A Bordeaux Blend, at its most basic, is any combination of those grape varieties typically used to make the red wines of Bordeaux. The phrase, which seems to have originated with British wine merchants in the 19th Century, relates as much to wines made from the blend as to the grape variety combination itself. Far from being an officially defined or legal term, it is almost never used for wine-labeling purposes (although it occasionally appears on back labels).
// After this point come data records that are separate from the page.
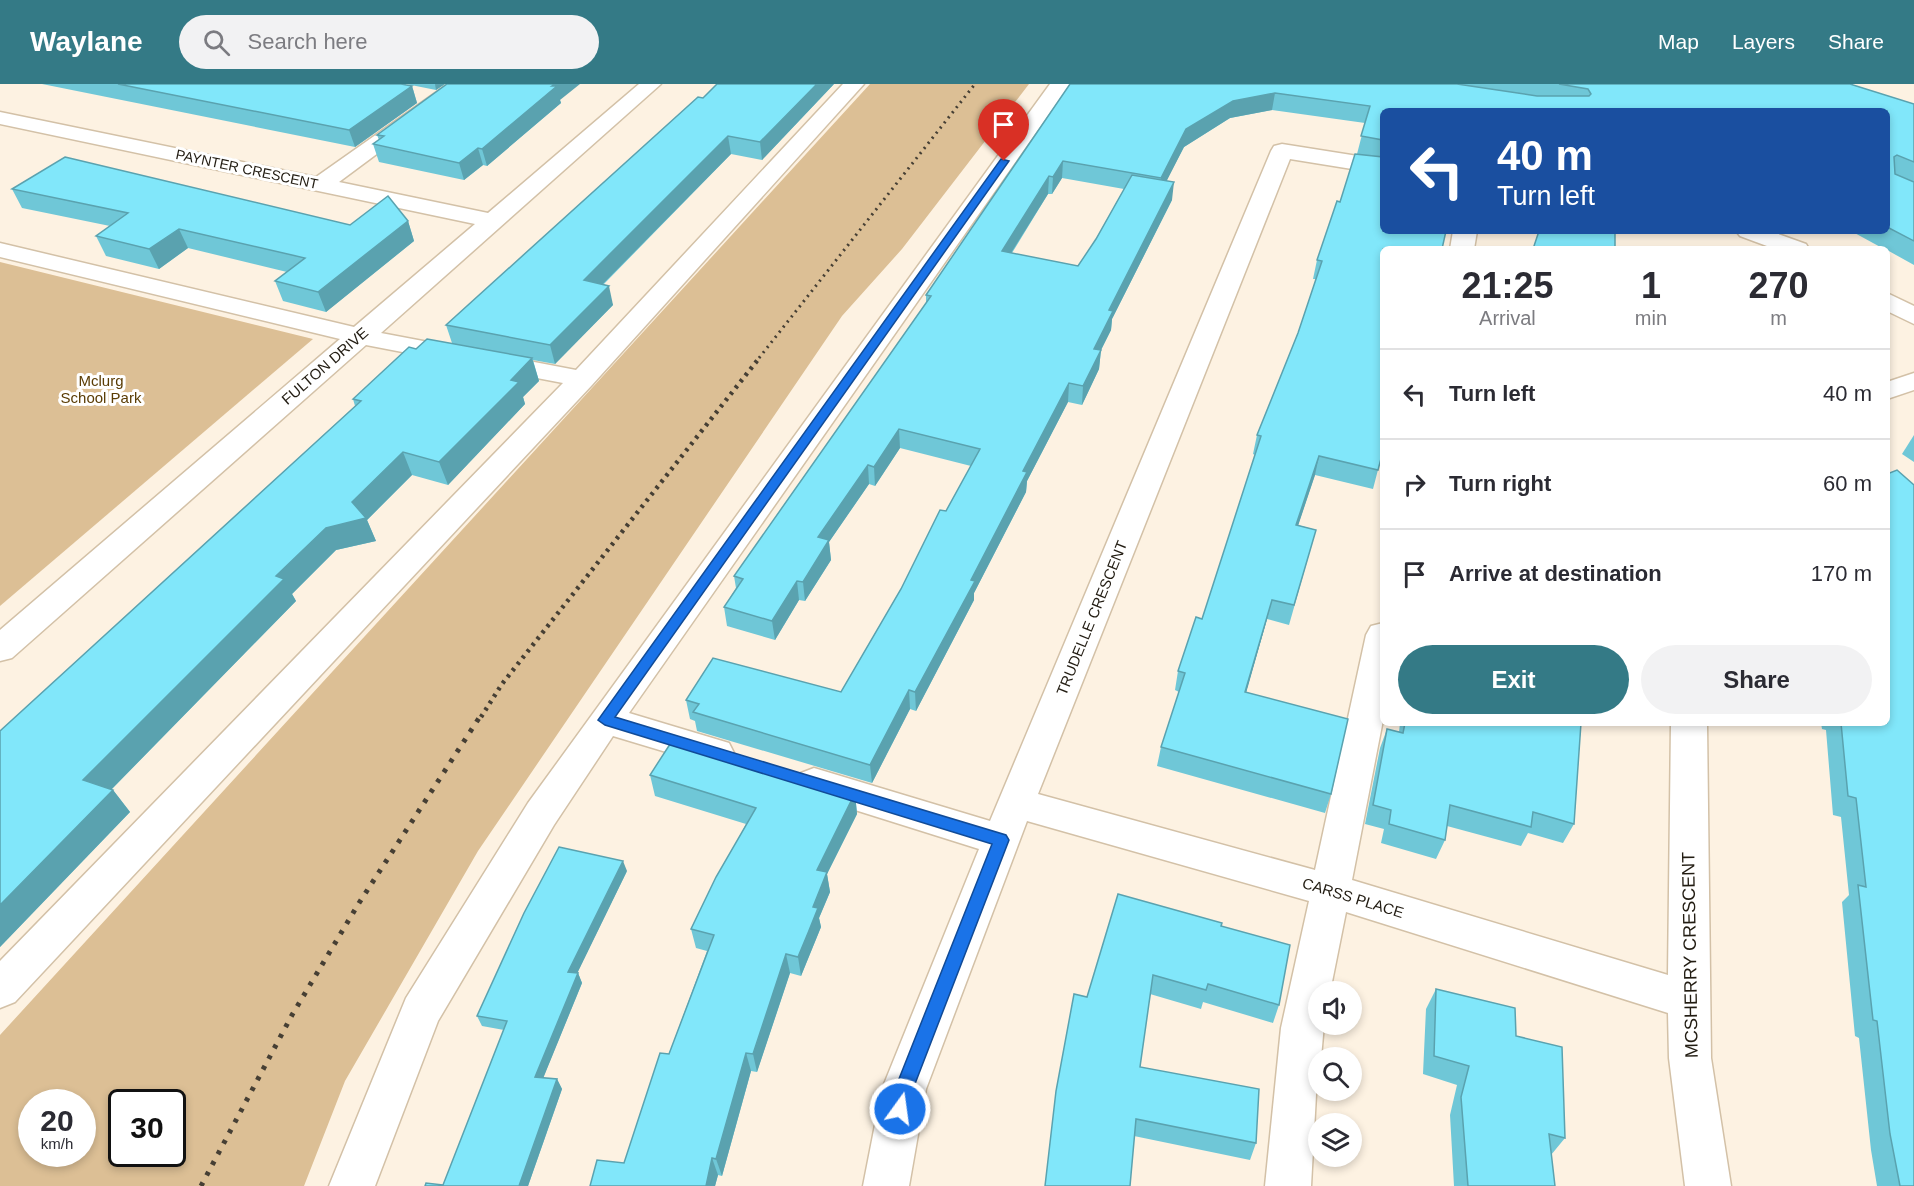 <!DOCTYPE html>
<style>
:root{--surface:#fff;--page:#f2f2f3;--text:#2b2b33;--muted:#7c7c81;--line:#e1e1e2;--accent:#347a86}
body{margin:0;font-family:Arial,sans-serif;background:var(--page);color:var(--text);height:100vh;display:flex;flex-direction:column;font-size:22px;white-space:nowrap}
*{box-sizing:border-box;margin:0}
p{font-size:20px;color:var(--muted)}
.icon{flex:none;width:33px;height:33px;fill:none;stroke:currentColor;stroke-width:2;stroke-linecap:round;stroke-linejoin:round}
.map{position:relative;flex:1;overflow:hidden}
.panel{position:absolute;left:1380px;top:162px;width:510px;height:480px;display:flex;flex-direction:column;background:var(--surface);border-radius:9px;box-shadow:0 3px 9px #0003}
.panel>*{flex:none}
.guide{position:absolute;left:1380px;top:24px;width:510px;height:126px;border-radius:9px;box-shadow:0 3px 9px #0003;background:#1a4fa0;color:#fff;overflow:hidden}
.buttons{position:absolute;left:1308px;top:897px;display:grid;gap:12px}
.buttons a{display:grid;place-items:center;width:54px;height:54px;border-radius:50%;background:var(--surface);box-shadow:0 3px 9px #0003;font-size:30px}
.speed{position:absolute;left:18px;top:1005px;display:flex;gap:12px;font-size:30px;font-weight:700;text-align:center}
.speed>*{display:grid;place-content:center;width:78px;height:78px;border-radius:50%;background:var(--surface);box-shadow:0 3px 9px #0003;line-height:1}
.speed small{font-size:15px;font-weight:400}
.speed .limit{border:3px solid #111;border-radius:9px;background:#fff;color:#111}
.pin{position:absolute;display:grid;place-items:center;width:51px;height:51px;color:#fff;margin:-62px -26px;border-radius:50% 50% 50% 0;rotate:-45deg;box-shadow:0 0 6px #0007}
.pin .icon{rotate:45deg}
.me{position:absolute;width:66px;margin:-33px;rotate:14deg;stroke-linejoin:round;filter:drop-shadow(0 0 4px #0008)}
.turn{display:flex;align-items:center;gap:21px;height:126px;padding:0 18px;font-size:27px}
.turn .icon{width:78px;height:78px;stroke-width:2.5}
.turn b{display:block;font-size:42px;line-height:51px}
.eta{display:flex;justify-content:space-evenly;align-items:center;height:102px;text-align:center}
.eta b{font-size:36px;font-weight:700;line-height:42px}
.primary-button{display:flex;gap:12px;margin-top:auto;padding:12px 18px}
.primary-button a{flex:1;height:69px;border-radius:36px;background:var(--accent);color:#fff;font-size:24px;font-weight:700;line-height:69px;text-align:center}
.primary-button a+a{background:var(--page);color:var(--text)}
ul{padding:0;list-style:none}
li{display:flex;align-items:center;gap:18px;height:90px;padding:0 18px;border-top:2px solid var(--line)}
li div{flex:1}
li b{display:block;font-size:22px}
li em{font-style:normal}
header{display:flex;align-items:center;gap:36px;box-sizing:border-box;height:84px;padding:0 30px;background:var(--accent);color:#fff}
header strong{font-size:28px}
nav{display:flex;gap:33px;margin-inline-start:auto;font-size:21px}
.search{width:420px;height:54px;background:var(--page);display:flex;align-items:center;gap:15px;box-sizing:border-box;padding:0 21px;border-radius:33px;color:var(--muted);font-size:22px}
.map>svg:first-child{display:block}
.green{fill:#dcbf95;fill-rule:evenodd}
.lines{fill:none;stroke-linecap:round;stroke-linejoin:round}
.minor-casing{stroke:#d3c1a7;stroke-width:3}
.minor{fill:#fff;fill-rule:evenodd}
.rail-far2{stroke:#463f34;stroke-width:3;stroke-dasharray:2 4.5;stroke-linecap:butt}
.rail-far1{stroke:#463f34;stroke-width:4.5;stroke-dasharray:3 5;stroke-linecap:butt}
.rail{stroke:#463f34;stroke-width:5;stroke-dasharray:4 8;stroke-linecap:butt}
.wall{fill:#6fc7d7;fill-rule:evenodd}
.shaded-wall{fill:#5aa2af}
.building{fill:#81e7fa;stroke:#5aa2af;stroke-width:1.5}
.route{fill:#1a73e8;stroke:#114b97;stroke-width:1.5}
.labels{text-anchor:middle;stroke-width:6;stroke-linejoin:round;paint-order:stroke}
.far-street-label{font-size:14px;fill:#221c12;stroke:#fff}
.street-label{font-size:15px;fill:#221c12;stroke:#fff}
.park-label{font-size:15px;fill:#5a3c04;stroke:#fff}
.near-street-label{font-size:18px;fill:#221c12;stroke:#fff}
</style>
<header>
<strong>Waylane</strong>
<div class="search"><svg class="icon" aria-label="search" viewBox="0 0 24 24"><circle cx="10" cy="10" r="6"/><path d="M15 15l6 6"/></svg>Search here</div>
<nav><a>Map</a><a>Layers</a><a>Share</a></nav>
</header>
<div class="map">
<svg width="1914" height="1102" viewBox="0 0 1914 1102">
<rect width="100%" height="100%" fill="#fdf2e2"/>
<g class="green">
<path d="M870,0H1029L902,165L842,232L478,767L345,997L304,1102H0V951ZM32,1018H82V1070H32ZM122,1018H172V1070H122Z"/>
<path d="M0,178L313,255L0,522Z"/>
</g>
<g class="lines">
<defs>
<g id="minor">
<path d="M448,0H471L339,98L488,129L639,0H661L381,249L576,286L843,0H864L592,301L15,918L0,924V877L563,299L366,261L12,574L0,577V546L340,255L0,173V159L354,243L475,140L0,40V28L316,93Z"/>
<path d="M1050,0H1070L629,629L729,659L734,669L729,679L716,683L613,652L554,741L438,937L375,1102H329L406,914L528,719Z"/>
<path d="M1282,60L1383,76V90L1290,75L1038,710L1315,786L1366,551L1371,542L1383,539V636L1352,796L1668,891L1671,639H1707L1711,974L1731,1102H1685L1669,974L1668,929L1346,828L1330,908H1318V940H1324L1321,974H1318L1311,1102H1265L1281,944L1309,817L1027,737L926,1005L909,1102H863L882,1005L979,765L801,709L796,699L801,689L814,684L990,737L1271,67L1274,62Z"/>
<path d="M1453,147H1477L1474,165H1450Z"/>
<path d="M1736,147H1770L1806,160L1809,165H1775L1740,152Z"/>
<path d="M1887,209L1914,222V240L1887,227Z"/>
<path d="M1914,289V306L1887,315V298Z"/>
</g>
</defs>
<use href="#minor" class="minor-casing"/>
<use href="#minor" class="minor"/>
<path class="rail-far2" d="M759,274L975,0"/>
<path class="rail-far1" d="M481,633L502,600L760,273"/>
<path class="rail" d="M201,1102L292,931L359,819L481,631"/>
</g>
<g class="wall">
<path d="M42,0H401L412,2L417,19L355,63Z"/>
<path d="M406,0H445L436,6Z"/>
<path d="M834,0L762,76L731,70L603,201L613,221L555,280L533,276L539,297L523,313L525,320L448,401L412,391L367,436L376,457L336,466L292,510L296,517L111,706H113L130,728L0,863V647L355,322L353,315L452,259L446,241L703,14Z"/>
<path d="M1070,0H1850L1914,20V181L1887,166V165H1884L1851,147H1887V27H1383V379L1380,378L1373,405L1315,391L1298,441L1316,446L1289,541L1267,535L1246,608L1331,710L1325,729L1157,682L1161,663L1179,608L1175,606L1178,587L1202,535L1255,371L1253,370L1257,351L1298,249L1316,195H1313L1317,176L1340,118L1357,70L1365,39L1272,26L1230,34L1184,63L1166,97L1172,116L1112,235L1111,246L1101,266L1099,285L1082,321L1068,318L1027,397L1026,408L974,509V516L916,627L910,625L872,699L697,647L695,637L690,635L686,616L841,608L946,427L971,382L900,364L875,402L869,400L829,458L831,476L805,517L799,516L775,556L727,542L724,523L736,504L734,492L926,219V211ZM1062,94L1124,105L1096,155L1078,182L1012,169L1048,110H1052Z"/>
<path d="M560,16L561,19L487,82L483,81L464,96L379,78L373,60L379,56L377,51Z"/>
<path d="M12,105L350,141L408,137L414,157L326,228L283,217L275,197L287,188L188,164L159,185L106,172L96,152L110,142L22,124Z"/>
<path d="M1914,351V378L1902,370Z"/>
<path d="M1400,639H1581L1574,740L1563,759L1528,749L1521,762L1447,742L1445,756L1436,775L1381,759L1384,745L1365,740L1380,664L1387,645L1399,648Z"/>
<path d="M1821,639H1887L1914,1102H1877L1871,1066L1859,954L1855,952L1842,818L1849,811L1841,733L1833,731L1826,646L1822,645Z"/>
<path d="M650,691L855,709L857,730L827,790L830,808L819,834L821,843L801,892L790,889L757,988L751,987L722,1092L718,1091L715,1102H590L624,1079L669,970L707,867L696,864L691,845L746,740L655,712Z"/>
<path d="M627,787L577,889H578L582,899L543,994L557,995L562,1005L528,1102H425L443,1101L504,946L482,942L477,932Z"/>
<path d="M1221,842L1279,921L1273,939L1203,918L1201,925L1150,910L1140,983L1256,1059L1250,1076L1134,1052L1087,913Z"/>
<path d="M1436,905L1516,952L1565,1054L1551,1071L1555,1102H1454L1450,1031L1457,1001L1423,990L1426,925Z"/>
</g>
<g class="shaded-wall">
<path d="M435,0H445L436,6Z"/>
<path d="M555,0H580L560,16L561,19L487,82L482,65Z"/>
<path d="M817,0H834L762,76L760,58Z"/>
<path d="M412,2L417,19L355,63L349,46Z"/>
<path d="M1275,9L1272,26L1230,34L1184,63L1159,112L1161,94L1186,45L1233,17Z"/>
<path d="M728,52L731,70L588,215L584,196Z"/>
<path d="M478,64L483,81L464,96L459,79Z"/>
<path d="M1063,77L1062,94L1052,110L1053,93Z"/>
<path d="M1049,92L1048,110L1001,185L1002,167Z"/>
<path d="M1174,98L1172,116L1112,235L1111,246L1101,266L1099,285L1082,321L1083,302L1094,265L1109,226Z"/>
<path d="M408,137L414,157L326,228L318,208Z"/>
<path d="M179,145L188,164L159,185L149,165Z"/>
<path d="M609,202L613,221L555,280L550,261Z"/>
<path d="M532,274L539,297L523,313L525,320L448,401L439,378L511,296Z"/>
<path d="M1069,299L1068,318L1027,397L1026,408L974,509V516L916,627L915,608L971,496L1023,387Z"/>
<path d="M899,345L900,364L875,402L874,383Z"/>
<path d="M403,368L412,391L367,436L376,457L336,466L292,510L296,517L100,717L83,696L276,492Z"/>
<path d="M1319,372L1315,391L1292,460L1296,441Z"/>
<path d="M868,381L869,400L829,458L831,476L805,517L803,498L818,453Z"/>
<path d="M797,497L799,516L775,556L772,537Z"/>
<path d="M1272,516L1267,535L1241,627L1245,608Z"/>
<path d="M909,606L910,625L872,699L870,681Z"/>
<path d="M113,706L130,728L0,863V821Z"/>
<path d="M855,709L857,730L827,790L830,808L819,834L821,843L801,892L798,873L813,823L817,786Z"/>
<path d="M623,777L627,787L573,898L568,888Z"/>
<path d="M786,870L790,889L757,988L753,970Z"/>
<path d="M578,889L582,899L540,1002L535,993Z"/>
<path d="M746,969L751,987L722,1092L716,1075Z"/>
<path d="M557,995L562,1005L528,1102H519Z"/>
<path d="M712,1074L718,1091L715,1102H706Z"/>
</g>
<g class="building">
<path d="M118,0H401L412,2L349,46Z"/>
<path d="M447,0H555L552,2H557L482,65L478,64L459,79L373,60L384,52L377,51Z"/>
<path d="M717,0H817L760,58L728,52L584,196L609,202L550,261L446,241L698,13L703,14Z"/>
<path d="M1070,0H1457L1537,12H1589L1591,10L1588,5L1559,0H1850L1914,20V78L1897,71L1894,73L1895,90L1914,98V157L1887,143V27H1383V56L1361,52L1370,22L1275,9L1233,17L1186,45L1161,94L1063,77L1053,93L1049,92L1002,167L1078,182L1096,155L1132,91L1174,98L1109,226L1113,227L1094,265L1101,266L1083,302L1069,299L1023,387L1027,388L971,496L975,497L915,608L909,606L870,681L693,628L699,620L686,616L713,574L841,608L901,505L940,426L946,427L980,365L899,345L874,383L868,381L818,453L829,456L803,498L797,497L772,537L724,523L743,495L734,492L931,212L926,211Z"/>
<path d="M1355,70L1383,73V147H1446L1442,165H1383V367L1378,386L1319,372L1296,441L1316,446L1294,521L1272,516L1245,608L1348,635L1331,710L1161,663L1185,589L1178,587L1196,533L1202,535L1261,352L1257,351L1298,249L1322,177L1317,176L1337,117L1340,118Z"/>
<path d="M65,73L350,141L388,112L408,137L318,208L275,197L305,174L179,145L149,165L96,152L128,129L12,105Z"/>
<path d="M1539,147H1615V165H1533Z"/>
<path d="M427,255L532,274L511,296L519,298L439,378L403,368L352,418L366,434L326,444L276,492L284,495L83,696L113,706L0,821V647L361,317L353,315L409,263L416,265Z"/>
<path d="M1897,386L1914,401V1102H1900L1890,1050L1877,937L1873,936L1858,801L1866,803L1856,714L1848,712L1841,639H1887V390Z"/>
<path d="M1405,639H1581L1574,740L1533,728L1531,743L1450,721L1445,756L1389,740L1391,726L1373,721L1387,645L1403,649Z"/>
<path d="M674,654L855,709L817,786L827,788L813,823L818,824L808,849L798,873L786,870L753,970L746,969L716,1075L712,1074L706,1102H590L597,1076L624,1079L660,969L669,970L714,851L691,845L716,793L756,724L650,691Z"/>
<path d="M559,763L623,777L568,888L578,889L535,993L557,995L519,1102H425L426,1099L443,1101L507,937L477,932L524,829Z"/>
<path d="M1118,810L1222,839L1221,842L1290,861L1279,921L1208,900L1206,906L1153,891L1140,983L1259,1005L1256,1059L1136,1035L1130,1102H1045L1056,1007L1074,910L1087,913Z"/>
<path d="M1436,905L1515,924L1516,952L1562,963L1565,1054L1549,1050L1555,1102H1468L1461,1013L1469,982L1434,972Z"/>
</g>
<path class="route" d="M1001,75L1009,77L615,633L1006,751L1009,756L913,1005L907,1031L900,1034L894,1031L891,1025L895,1005L992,760L605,641L598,636Z"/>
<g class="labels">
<g class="far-street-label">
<text transform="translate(247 85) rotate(12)" y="5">PAYNTER CRESCENT</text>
</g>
<g class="street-label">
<text transform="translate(325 282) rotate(-41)" y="5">FULTON DRIVE</text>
<text transform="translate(1092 534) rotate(-68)" y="5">TRUDELLE CRESCENT</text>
<text transform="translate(1353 814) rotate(17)" y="5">CARSS PLACE</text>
</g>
<g class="park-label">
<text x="101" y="302">Mclurg<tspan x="101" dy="17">School Park</tspan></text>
</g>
<g class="near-street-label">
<text transform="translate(1690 871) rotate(-91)" y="6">MCSHERRY CRESCENT</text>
</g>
</g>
</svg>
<div class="buttons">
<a><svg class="icon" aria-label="sound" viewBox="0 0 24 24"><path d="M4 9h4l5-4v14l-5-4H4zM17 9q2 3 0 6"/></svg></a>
<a><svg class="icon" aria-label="search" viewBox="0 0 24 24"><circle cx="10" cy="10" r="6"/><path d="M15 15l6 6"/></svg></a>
<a><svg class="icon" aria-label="layers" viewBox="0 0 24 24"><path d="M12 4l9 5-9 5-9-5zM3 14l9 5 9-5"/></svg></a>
</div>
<div class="speed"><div>20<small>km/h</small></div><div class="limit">30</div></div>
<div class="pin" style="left:1004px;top:77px;background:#d93025"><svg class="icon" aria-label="arrive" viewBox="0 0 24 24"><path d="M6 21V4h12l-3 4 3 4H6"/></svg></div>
<svg class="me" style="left:900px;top:1025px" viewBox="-20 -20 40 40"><circle r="17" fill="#1a73e8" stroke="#fff" stroke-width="3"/><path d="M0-11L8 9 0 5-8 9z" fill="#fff"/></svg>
<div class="guide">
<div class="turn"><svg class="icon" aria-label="left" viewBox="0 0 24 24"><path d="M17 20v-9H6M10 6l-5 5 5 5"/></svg><div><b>40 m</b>Turn left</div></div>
</div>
<section class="panel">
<div class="eta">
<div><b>21:25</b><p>Arrival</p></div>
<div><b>1</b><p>min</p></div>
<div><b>270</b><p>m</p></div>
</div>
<ul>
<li><svg class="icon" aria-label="left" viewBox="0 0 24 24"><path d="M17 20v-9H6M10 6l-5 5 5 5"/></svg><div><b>Turn left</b></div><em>40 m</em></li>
<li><svg class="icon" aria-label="right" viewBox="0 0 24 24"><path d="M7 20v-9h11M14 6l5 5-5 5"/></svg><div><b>Turn right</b></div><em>60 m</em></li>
<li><svg class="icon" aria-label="arrive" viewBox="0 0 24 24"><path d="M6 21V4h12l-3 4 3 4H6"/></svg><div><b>Arrive at destination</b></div><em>170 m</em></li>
</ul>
<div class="primary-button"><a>Exit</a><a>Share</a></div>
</section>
</div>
Its equivalent in the United States is Meritage, which is not only legally defined, but also a registered trademark. Red Bordeaux Blends are known for their powerful structure and deep flavors. Dark fruits and berries such as plum and blackcurrant are commonly used to describe the flavors of red Bordeaux, although there is an unlimited range of terms that have been ascribed to them. Tannins tend to be relatively high in these wines, giving them a firm structure.
Cabernet Sauvignon is widely accepted as a compulsory component of any Bordeaux Blend, with Merlot following close behind. In fact, the majority of Bordeaux Blend wines are often made exclusively from a blend of these two varieties. The remaining components are Cabernet Franc, Petit Verdot and Malbec, used in varying combinations and proportions. Even Carmenere is on the list of possible ingredients, despite being rarely used by modern Bordeaux vineyards (notable exceptions include Haut-Bailly, Brane-Cantenac and Clerc-Milon).